It doesn’t get better than American Apparel

If you ever wondered where some of these crazy stories come from about visionary founders who are just so over the top it takes a special kind of board to keep them on for the long run or wondered what happened when the visionary founder’s other habits interfere with their ability to stay on as CEO, this story about American Apparel is an amazing exampled.

Full disclosure I am long the stock – in part because of the visionary founder.

Where did it start? Well American Apparel $APP is in the clothing business, cheaply made cloths that have high turnover rates allow for quickly adaptations to styles – faster than anyone else. This makes perfect sense of course. The problem is that most retail chains aren’t fully integrated where manufacturing, distribution, and retail are fully integrated and done by a single company. This allows for sourcing the highest quality products and the best fashion products from multiple vendors.
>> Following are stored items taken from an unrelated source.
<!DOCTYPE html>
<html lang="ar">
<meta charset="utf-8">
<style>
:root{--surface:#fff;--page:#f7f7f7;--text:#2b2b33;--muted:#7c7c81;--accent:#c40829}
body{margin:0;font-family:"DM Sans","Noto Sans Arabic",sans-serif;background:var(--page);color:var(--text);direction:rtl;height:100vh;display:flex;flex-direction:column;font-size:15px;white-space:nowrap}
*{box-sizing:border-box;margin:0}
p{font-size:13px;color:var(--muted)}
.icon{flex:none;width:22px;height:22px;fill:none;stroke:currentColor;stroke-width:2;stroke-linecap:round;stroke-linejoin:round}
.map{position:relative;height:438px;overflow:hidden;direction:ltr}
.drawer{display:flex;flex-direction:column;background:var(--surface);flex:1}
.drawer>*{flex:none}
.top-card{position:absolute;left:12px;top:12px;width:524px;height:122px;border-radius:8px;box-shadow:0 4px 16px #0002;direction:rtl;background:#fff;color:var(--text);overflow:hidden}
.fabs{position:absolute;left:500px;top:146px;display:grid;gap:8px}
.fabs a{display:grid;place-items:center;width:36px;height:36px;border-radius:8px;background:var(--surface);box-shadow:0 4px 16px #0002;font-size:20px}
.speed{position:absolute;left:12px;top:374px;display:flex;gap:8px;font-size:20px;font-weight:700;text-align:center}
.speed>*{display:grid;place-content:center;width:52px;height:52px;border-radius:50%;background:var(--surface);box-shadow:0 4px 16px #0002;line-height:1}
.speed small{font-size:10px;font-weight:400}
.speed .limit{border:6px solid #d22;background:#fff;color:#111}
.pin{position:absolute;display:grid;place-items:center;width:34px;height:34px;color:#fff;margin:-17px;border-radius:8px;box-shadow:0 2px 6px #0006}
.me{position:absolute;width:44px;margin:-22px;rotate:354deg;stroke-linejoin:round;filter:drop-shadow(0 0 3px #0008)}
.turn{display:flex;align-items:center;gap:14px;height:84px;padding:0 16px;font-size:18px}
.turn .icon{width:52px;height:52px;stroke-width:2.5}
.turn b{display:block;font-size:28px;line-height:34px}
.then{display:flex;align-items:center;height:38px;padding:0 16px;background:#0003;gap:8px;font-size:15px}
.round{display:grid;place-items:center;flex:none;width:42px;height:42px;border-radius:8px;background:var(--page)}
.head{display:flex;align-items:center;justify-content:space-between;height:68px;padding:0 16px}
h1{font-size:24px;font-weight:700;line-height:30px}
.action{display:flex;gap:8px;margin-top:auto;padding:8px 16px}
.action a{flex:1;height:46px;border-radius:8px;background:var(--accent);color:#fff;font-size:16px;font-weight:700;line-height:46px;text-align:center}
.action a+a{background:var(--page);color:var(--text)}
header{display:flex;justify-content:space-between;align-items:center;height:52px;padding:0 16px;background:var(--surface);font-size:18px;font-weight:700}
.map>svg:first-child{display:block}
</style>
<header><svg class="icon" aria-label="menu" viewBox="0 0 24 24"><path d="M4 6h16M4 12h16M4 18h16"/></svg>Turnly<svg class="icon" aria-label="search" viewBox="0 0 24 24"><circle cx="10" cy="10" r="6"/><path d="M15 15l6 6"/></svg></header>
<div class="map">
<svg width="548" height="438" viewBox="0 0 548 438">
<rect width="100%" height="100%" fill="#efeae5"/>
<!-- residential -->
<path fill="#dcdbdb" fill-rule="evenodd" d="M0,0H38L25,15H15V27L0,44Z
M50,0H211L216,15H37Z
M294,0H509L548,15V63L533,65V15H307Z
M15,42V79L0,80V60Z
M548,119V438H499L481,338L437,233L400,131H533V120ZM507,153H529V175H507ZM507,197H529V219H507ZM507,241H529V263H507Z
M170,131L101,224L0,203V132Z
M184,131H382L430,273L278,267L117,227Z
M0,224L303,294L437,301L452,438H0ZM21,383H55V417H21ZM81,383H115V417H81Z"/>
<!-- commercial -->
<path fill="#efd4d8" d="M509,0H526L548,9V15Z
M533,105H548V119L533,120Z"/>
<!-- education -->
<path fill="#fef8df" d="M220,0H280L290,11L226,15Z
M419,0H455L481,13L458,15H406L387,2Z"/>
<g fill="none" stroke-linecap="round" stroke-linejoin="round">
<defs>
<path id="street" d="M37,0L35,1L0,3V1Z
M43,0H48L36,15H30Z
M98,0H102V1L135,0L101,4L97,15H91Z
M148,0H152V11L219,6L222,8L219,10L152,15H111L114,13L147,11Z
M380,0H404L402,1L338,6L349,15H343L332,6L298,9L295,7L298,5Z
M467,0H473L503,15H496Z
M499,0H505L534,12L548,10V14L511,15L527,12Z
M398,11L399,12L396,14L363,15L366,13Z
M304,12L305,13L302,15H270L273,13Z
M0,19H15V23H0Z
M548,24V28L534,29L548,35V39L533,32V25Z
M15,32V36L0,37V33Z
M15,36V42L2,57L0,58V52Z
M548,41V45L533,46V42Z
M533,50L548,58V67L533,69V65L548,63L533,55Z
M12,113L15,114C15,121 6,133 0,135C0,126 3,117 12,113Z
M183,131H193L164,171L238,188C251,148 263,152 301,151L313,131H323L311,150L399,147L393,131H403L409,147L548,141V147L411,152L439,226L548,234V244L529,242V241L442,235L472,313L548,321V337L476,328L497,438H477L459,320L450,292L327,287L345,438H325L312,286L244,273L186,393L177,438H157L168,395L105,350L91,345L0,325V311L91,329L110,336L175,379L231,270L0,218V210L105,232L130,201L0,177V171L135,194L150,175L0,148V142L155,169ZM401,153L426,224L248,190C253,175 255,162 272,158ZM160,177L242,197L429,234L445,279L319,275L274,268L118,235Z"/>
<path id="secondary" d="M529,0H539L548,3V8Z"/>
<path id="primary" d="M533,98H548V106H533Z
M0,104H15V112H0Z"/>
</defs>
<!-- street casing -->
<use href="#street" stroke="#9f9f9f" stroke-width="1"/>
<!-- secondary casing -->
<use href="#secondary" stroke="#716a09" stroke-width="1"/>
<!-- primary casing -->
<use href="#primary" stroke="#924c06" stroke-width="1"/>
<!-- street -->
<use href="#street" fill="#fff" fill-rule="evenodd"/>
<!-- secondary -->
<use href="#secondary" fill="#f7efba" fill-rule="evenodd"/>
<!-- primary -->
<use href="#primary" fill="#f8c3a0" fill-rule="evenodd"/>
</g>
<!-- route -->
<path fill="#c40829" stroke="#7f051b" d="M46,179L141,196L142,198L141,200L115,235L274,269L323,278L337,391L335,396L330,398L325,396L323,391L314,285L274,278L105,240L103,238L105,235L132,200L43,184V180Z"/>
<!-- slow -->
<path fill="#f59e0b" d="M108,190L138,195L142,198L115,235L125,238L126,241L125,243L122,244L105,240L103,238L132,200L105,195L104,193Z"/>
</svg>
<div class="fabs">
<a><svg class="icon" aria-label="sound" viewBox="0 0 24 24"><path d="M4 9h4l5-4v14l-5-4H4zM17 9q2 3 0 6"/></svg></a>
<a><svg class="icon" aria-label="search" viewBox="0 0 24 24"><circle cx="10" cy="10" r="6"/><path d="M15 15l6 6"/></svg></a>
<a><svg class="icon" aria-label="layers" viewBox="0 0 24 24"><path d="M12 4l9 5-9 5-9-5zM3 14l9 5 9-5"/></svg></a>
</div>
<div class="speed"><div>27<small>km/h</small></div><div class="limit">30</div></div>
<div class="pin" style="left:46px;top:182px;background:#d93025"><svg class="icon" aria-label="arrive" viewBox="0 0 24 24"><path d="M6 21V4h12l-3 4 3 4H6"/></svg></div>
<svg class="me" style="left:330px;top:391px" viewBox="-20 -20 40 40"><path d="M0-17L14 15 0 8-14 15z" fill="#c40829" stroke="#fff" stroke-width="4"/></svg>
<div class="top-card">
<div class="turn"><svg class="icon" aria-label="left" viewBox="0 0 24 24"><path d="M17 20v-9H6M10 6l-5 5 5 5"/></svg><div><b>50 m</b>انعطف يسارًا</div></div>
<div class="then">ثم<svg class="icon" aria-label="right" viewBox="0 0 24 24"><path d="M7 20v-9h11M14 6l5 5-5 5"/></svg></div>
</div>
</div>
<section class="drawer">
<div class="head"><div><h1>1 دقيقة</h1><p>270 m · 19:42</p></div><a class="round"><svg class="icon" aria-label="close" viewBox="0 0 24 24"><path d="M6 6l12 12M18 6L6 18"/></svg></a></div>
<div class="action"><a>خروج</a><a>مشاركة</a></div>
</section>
The CEO of American Apparel threw that model out the window with this cheap clothing idea. He saw a vision for a fully integrated clothing company where all of the manufacturing, distribution, and retail was owned and managed by a single company. They could quickly get the right fashions at the right prices to all of their stores in time to be the most trendy and cheapest place to purchase clothing. A brilliant idea of course. That is what visionaries are good at.

After launching the stores and scaling to a significant footprint, American Apparel went public and Dov Charney (the CEO) pushed the company to move to this fully integrated model. They took on some debt and went for it, upgraded their internal systems, upgraded their manufacturing capacity, finished their distribution center strategy, and were fully ready to operate in an integrated fashion. With the huge cost of these changes their earnings were low, their stock price dropped… and I bought in!

Well as anyone would expect, a tanking stock price, an unproven business model, and a lack of immediate improvement scared EVERYONE. The fully integrated operations weren’t fully operational right away and the question came up about the loan terms versus the profitability – would there be enough profits in time to pay off the loans? What about this Dov guy… was he just off his rocker on this one?

The stock market media started digging, the board started digging, and the price wasn’t recovering. Meanwhile the distribution center was still waiting to come online and the real vision hadn’t been put to the test yet. Then this incident gets thrown into the mix….

WARNING NSFW – NUDITY

Yes that is the well hung visionary CEO… Dov dancing naked in his private apartment with a couple of employees filming him (no need to watch if you’d rather not). As you may have guessed – I have no idea if this incident led to the next but this video appeared right after the board announced they would be firing the CEO with cause.

Here we are – we haven’t fully tested the complete vision of this startup apparel business, the behaviors of the CEO (we still don’t actually know which behaviors) get him in hot water with the board, and now the question of those loans comes into play. Will the debtors call the loans due to their change of control provisions?

Of course this CEO who’s been thrown out on the street from the company he started isn’t too pleased with the way things were handled so he isn’t going to take it lying down either. He’s going to get up and dance until all the cloths come off…ok – maybe over the top. But he decides to take his 27% ownership stake and go after more of the company so that he has a little more control in the matters of his company – as a shareholder.

Over this last weekend the board freaks out and adopts a poison pill to protect against any unsolicited takeovers. Could be overboard… but it may be a prudent move as well. Ultimately this problem of the man with the plan and the team to execute the plan need to be reconciled. Perhaps the vision is clear for the team at this point – on the other hand the inspiration of the visionary may still be required to wade through the tough times to see the vision to completion and make the right choices along the way.

This leaves us with a visionary CEO who is exposed, naked on the internet, fighting for every last thread of dignity. A board who is unsure what to do next and scared about how to balance their fiduciary responsibility to shareholders and the future of the company. Some debtors who understand the vision (or else there wouldn’t have been a change of control provision), but need to protect their capital. Of course a story that should be followed by every investor of growth companies and a prime example of a MBA case study in the making.